[Date Prev][Date Next][Thread Prev][Thread Next][Date Index][Thread Index]
2/8/03 - DIARIO DAL SALVADOR
IL SEMAFORO DI SAN SALVADOR
La prima cosa che si nota sbarcando all'areoporto di San Salvador e' il
caldo. L'umidita' e' altissima, l'aria densa e immobile, ti senti le foglie
larghe delle piante tropicali addosso,te le immagini cosparse interamente
di minuscole goccioline che ti imperlano il viso e la fronte. Il buio alle
sette di sera da un'aria di caldo riposo, anche se qui e'inverno. Caldo
ovviamente.
L'areoporto e' vuoto, aspetta solo il nostro arrivo, gli impiegati della
polizia aereportuale ci attendono numerosi e solerti per registrare i
nostri passaporti e visti di ingresso, molto piu' numerosi e molto piu'
solerti che nell'ultimo infernale scalo, quello di MIAMI negli Stati Uniti.
Mi stupisco, come mai sono molti di piu' qui, mentre per accedere negli Usa
abbiamo sopportato un'interminabile ed estenuante coda di un'ora?

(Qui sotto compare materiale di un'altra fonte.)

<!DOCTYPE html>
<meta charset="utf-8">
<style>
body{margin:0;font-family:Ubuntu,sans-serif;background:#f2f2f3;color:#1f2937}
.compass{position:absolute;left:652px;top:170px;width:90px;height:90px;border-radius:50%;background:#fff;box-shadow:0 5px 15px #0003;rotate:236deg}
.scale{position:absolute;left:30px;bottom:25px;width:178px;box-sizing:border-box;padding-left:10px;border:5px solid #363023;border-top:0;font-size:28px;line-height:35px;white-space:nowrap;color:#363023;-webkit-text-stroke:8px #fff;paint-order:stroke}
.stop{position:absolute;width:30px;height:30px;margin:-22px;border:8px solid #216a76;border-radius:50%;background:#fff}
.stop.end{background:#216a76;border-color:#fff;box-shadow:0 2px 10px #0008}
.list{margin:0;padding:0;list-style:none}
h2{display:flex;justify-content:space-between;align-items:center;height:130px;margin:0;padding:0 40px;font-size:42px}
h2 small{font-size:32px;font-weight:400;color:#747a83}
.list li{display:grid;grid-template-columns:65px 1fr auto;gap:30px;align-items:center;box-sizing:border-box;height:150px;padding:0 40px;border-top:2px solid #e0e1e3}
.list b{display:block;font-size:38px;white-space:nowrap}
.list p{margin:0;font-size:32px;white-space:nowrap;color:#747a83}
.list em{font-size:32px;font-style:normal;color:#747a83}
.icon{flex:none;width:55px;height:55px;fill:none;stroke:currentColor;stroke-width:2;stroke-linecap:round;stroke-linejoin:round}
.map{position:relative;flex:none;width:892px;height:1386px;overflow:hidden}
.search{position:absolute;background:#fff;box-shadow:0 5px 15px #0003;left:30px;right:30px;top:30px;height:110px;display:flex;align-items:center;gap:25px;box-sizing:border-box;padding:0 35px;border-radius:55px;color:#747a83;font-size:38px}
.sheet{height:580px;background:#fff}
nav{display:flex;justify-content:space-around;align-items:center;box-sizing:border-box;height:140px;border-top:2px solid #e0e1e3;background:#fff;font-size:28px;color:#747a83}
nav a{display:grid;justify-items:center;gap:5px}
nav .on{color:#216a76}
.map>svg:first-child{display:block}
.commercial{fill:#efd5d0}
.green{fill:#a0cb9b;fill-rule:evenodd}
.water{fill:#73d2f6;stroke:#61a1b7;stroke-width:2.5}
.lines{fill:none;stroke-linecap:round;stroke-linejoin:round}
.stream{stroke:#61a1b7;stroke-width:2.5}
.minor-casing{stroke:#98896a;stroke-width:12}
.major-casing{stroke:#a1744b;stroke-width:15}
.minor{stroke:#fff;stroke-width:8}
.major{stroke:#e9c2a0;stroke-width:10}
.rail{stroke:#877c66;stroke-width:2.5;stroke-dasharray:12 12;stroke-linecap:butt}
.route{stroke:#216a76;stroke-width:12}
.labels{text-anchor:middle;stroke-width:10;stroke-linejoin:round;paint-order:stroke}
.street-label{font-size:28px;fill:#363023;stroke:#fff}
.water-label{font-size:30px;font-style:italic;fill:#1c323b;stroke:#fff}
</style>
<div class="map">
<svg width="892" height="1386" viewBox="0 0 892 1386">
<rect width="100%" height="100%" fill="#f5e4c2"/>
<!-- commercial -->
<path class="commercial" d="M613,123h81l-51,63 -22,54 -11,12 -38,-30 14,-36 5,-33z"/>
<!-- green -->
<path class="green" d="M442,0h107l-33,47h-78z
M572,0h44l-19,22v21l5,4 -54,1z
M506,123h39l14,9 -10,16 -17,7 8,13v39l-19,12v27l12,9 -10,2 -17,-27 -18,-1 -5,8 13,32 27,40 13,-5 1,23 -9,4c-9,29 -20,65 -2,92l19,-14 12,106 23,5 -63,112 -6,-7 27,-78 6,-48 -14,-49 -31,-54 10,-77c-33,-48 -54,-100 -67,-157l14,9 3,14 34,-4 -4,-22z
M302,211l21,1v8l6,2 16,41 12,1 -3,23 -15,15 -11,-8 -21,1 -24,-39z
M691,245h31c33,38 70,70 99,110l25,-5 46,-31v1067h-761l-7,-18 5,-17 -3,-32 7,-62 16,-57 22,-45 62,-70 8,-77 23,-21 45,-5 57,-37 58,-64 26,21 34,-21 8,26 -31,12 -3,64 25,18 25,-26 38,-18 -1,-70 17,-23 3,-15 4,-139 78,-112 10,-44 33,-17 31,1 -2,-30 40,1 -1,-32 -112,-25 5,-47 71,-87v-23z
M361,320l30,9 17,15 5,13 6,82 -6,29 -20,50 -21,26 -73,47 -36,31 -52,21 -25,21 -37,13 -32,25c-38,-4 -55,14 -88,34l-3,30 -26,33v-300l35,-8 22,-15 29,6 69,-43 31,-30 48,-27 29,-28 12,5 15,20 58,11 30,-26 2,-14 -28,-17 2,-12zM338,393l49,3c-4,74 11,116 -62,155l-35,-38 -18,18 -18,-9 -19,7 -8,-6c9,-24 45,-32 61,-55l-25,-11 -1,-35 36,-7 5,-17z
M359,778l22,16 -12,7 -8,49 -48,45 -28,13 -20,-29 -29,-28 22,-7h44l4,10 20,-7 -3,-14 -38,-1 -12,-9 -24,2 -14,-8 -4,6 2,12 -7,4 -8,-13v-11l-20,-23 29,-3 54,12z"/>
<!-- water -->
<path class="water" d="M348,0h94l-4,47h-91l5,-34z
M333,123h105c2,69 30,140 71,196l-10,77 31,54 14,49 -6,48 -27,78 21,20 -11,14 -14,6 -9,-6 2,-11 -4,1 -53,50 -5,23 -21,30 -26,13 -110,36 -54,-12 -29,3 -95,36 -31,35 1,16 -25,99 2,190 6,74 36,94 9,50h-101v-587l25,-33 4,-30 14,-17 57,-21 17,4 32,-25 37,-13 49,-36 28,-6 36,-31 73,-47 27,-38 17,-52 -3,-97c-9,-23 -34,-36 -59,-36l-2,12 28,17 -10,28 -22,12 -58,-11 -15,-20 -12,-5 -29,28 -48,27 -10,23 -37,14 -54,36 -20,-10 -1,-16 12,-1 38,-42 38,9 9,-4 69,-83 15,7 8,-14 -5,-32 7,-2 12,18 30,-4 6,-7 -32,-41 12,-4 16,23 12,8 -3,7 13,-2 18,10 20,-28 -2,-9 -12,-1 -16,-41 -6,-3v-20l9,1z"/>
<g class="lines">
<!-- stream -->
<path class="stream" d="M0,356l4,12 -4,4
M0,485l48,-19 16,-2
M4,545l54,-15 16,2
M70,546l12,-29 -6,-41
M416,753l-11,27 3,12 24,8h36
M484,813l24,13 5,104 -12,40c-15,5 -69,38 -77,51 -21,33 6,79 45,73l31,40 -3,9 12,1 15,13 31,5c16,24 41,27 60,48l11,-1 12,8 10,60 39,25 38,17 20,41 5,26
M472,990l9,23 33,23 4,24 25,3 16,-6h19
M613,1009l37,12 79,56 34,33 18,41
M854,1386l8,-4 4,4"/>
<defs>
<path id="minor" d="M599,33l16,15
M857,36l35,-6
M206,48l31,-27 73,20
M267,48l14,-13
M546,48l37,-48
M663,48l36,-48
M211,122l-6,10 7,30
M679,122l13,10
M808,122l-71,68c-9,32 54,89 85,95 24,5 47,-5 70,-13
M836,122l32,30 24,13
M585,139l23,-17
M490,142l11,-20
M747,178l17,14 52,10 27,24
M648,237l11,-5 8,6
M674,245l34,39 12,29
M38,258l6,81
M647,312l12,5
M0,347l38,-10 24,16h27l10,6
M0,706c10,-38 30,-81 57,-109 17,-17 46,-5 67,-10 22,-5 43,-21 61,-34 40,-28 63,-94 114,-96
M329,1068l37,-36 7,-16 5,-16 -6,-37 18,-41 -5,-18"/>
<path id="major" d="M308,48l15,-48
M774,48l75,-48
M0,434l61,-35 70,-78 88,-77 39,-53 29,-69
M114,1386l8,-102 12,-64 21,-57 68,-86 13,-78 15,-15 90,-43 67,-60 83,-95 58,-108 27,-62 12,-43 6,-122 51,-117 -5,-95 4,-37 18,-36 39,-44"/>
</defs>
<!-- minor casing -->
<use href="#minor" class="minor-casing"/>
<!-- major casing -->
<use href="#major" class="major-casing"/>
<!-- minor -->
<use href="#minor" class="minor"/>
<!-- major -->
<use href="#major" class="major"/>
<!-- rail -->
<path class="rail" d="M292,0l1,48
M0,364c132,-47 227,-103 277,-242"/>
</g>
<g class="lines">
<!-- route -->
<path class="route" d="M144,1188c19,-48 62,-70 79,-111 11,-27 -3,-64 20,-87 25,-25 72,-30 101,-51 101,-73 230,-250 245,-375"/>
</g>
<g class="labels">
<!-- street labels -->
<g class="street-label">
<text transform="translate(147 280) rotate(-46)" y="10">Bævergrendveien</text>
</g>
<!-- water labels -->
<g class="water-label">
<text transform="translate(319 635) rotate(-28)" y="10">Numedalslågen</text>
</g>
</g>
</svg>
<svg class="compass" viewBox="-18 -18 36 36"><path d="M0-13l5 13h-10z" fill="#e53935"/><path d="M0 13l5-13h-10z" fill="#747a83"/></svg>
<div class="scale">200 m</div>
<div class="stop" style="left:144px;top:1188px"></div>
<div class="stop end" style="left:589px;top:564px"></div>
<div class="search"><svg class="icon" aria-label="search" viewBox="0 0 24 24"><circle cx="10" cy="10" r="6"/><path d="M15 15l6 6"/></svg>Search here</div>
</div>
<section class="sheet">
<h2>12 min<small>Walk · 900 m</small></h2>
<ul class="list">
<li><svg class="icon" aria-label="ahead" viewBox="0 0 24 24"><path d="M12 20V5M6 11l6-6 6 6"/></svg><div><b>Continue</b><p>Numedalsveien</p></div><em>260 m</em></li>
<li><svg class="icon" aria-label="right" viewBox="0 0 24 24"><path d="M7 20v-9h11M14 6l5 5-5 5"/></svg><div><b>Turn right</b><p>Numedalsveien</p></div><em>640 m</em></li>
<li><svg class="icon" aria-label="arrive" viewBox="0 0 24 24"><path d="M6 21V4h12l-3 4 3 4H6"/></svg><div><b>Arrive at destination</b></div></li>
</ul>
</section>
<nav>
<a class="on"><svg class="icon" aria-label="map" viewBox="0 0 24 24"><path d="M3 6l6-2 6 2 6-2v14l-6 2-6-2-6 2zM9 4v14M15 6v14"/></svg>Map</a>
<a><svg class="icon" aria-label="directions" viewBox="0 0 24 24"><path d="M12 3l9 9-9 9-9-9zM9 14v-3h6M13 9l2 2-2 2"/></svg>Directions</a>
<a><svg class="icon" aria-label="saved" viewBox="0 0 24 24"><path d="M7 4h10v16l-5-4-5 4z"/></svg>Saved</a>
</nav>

Il timore
di aver compilato giusto il modulo di ingresso, i tuoi documenti nelle loro
mani, per l'ultima volta, l'ennesima dopo tre scali, chiedi il permesso di
entrare in un altro paese. Le tue decisioni nelle loro mani, la tua vita
nei loro burocratici protocolli, sara' tutto a posto? Uno scarto
impercettibile: si', no. E poi le divise, le tute nere dei militari, i
berretti, gli anfibi sottili e rotondi allacciati stretti stretti fino al
polpaccio, a formare una curva sinuosa tra il piede, la caviglia e il
polpaccio. Un'idea di agilita', di forza. Incutono un certo timore. In
fondo non sono molto diverse dalle divise del nostro paese, ma quella forma
precisa mi sembra un marchio sudamericano, forse ripescato nella memoria
di qualche filmato di scontri violenti, nei tanti episodi che hanno
insanguinato il Salvador, come tutto il sudamerica.

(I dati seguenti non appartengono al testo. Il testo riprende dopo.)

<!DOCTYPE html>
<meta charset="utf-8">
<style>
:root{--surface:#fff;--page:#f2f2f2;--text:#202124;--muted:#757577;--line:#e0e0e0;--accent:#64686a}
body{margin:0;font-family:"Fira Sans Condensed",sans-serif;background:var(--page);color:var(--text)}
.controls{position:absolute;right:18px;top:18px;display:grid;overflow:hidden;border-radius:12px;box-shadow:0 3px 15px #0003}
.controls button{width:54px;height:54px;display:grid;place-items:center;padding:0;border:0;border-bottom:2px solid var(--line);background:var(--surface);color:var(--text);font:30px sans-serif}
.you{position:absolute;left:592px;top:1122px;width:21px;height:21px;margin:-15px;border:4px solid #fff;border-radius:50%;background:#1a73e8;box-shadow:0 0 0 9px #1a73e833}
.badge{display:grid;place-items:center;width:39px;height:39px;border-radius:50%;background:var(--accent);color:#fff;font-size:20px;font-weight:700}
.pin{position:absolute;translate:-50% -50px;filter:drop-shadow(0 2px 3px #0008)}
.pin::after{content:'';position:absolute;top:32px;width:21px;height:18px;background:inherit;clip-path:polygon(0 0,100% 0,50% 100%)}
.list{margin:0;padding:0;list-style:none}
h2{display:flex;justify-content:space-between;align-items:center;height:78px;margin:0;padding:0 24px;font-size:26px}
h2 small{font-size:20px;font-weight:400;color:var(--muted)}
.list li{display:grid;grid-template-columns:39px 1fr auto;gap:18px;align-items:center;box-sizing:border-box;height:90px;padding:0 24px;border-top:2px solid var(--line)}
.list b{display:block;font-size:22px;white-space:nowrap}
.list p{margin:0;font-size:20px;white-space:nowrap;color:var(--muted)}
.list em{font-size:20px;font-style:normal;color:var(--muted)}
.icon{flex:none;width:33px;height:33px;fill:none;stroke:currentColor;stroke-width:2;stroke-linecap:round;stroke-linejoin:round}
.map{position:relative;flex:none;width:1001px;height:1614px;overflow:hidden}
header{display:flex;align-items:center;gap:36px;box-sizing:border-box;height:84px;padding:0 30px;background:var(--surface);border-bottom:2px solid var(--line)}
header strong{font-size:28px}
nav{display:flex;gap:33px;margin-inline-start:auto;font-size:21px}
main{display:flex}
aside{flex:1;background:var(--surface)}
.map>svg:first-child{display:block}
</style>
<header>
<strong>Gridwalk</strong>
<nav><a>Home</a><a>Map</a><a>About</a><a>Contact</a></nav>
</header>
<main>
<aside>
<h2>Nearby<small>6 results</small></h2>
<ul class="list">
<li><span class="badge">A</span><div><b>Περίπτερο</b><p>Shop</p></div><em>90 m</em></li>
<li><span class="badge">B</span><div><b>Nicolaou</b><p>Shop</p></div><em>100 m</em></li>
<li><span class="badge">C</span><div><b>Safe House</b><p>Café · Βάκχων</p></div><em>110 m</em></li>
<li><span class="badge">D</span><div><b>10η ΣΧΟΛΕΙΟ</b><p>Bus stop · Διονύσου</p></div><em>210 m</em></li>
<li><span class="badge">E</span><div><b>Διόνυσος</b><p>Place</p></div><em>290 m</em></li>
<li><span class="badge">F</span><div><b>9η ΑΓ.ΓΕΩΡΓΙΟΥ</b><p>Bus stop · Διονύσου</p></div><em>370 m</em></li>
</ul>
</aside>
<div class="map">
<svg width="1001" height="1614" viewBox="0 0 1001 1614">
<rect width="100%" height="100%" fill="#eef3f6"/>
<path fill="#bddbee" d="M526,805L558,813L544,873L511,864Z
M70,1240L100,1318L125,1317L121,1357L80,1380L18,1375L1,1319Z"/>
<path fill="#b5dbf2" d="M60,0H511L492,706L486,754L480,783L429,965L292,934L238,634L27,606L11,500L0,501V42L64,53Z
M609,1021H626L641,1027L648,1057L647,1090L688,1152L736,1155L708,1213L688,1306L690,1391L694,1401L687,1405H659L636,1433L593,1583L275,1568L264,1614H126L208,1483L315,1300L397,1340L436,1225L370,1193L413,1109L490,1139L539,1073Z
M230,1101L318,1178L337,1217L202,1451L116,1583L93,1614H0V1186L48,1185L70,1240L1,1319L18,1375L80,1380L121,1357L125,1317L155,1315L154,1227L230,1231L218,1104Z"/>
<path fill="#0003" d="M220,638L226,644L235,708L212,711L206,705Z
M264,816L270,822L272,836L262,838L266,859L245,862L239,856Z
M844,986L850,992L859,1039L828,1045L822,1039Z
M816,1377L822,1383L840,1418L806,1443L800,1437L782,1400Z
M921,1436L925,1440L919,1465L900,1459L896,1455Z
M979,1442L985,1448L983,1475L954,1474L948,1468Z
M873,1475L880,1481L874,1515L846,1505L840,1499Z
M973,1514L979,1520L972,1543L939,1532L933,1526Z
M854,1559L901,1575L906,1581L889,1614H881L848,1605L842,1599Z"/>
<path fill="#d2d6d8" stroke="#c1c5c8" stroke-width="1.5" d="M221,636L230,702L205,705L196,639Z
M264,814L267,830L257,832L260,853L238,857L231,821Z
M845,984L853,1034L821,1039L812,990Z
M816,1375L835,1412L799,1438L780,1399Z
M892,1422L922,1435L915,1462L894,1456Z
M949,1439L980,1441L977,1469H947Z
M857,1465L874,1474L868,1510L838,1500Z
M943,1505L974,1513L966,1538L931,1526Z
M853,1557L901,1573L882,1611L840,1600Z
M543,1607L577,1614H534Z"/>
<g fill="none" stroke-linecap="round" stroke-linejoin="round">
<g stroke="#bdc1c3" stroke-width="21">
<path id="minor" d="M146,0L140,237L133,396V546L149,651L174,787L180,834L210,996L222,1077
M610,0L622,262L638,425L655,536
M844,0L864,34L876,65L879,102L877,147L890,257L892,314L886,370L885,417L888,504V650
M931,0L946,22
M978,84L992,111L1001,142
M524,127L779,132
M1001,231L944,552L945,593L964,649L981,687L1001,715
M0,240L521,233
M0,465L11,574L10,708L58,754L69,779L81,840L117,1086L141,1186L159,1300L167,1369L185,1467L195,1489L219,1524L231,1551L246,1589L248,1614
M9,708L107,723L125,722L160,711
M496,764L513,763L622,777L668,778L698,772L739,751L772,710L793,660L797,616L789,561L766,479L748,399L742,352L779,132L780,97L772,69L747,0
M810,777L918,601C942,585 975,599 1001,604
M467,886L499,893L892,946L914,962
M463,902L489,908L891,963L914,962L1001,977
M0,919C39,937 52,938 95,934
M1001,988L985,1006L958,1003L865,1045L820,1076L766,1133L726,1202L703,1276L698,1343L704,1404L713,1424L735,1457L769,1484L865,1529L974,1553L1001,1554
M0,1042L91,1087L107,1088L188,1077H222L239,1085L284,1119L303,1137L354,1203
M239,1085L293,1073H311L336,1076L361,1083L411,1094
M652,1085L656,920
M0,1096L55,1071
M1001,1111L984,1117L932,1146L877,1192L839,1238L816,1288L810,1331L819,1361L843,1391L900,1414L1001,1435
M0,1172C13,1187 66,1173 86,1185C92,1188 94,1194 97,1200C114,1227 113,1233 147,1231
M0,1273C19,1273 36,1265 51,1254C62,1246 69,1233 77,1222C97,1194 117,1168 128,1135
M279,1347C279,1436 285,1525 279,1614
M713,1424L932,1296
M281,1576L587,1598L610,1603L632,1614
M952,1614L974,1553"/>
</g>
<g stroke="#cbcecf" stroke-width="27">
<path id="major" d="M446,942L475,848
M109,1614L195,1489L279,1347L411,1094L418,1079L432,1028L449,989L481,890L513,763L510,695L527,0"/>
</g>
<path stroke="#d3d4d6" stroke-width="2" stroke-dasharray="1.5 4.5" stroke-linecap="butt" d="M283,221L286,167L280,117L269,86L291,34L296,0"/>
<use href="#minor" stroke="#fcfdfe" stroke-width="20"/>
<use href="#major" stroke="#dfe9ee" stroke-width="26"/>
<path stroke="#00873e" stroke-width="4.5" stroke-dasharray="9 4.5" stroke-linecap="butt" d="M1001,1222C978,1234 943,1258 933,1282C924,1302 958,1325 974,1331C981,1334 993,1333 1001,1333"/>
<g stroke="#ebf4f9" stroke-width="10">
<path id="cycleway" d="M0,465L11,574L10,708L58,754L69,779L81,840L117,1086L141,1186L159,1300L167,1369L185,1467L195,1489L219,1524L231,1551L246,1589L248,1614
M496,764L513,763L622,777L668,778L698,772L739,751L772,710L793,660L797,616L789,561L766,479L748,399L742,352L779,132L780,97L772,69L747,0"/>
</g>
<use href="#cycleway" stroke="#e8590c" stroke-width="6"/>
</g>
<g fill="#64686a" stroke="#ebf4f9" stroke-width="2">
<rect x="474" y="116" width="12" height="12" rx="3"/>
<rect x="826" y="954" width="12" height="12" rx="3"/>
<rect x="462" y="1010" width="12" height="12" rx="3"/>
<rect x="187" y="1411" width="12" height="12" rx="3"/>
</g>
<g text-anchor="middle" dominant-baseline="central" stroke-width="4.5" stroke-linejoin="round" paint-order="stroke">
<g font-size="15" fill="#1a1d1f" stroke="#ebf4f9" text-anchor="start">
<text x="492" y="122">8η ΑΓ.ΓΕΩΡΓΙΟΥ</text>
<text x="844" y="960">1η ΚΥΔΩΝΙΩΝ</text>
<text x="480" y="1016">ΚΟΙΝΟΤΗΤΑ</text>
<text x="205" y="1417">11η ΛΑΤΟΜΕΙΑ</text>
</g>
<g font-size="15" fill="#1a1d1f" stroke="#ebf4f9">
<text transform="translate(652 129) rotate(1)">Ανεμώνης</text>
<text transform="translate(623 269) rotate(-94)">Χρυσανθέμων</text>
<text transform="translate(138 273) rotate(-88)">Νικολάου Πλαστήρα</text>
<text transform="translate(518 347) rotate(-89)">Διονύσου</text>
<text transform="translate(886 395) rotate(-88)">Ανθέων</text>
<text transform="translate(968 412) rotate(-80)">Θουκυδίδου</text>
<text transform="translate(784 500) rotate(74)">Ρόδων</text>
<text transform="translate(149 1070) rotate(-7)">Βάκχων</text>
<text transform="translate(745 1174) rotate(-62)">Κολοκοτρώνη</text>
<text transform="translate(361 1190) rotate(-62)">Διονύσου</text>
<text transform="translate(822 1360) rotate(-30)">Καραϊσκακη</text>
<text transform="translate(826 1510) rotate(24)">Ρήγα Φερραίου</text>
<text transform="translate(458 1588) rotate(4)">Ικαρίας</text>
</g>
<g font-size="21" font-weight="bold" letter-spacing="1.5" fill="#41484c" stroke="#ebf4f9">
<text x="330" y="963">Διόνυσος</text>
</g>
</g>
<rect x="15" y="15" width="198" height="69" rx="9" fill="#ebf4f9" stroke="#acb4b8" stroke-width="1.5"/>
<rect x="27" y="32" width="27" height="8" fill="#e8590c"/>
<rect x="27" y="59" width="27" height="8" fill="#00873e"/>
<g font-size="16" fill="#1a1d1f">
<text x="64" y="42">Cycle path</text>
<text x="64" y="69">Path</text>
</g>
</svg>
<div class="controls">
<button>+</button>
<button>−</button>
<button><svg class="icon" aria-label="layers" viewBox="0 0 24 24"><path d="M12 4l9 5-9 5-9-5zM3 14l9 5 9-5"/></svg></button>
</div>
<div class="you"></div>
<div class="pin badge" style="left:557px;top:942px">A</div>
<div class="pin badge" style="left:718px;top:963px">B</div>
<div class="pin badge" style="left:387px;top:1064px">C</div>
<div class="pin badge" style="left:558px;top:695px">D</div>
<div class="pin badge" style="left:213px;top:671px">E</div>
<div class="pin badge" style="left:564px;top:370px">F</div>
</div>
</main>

Quegli anfibi stretti mi sembrano l'immagine della dittatura che aleggia in
Salvador, fragilissima democrazia appena uscita da decenni di guerra
civile, di repressione, di indicibili violenze, di martiri. E ora
schiacciata da una violenza economica altrettanto potente, da una divisione
spaventosa tra chi ha tutto e chi non ha niente, tra chi ha tutto il potere
e lo ha sempre avuto e i tanti sfruttati di questo paese. Nei campi
divorati dalle multinazionali, o nelle 'maquile', le industrie di
assemblaggio zona franca da qualsiasi diritto sindacale, anche quello alla
vita. Chi ha e chi non ha. Chi sfrutta e chi crepa, si', no. Arriviamo con
i nostri bagagli stanchi all'ultimo controllo. Un detector? Un carrello
mobile con raggi X? Niente di tutto questo. Consegnando il modulo
dell'ingresso in Salvador al militare vieni gentilmente invitato a premere
il bottone di un semaforo giallo, e come in una lotteria, ad attenderne la
risposta, il verdetto. Verde, passi. Rosso, ti fermi. E salti un giro.
Cioe' ti aprono la valigia.
Fifty-fifty, o la va o la spacca, tertium non datur direbbero i latini, non
c'e' una terza possibilita'. Il caso piu' puro, L'arbitrio piu' perfetto,
l'alea piu' incerta e al tempo stesso emozionante. La degna conclusione
fatale di una giornata passata a superare check-in, esibire carte di
imbarco, mostrare documenti su documenti per sentirsi in diritto di
passare. Controlli casuali, apertura di bagaglio a pesca della sfortuna,
percorsi lunghi e imcomprensibili, code, file, metodi bruschi e
intimidatori, facce scure a scrutare il tuo profilo e quello sul tuo
passaporto.
Specie a Miami, lembo della "terra della liberta'", dove ti perquisicono
scalzo anche le scarpe davanti a gente ai tavolini che ingoia Fast-food.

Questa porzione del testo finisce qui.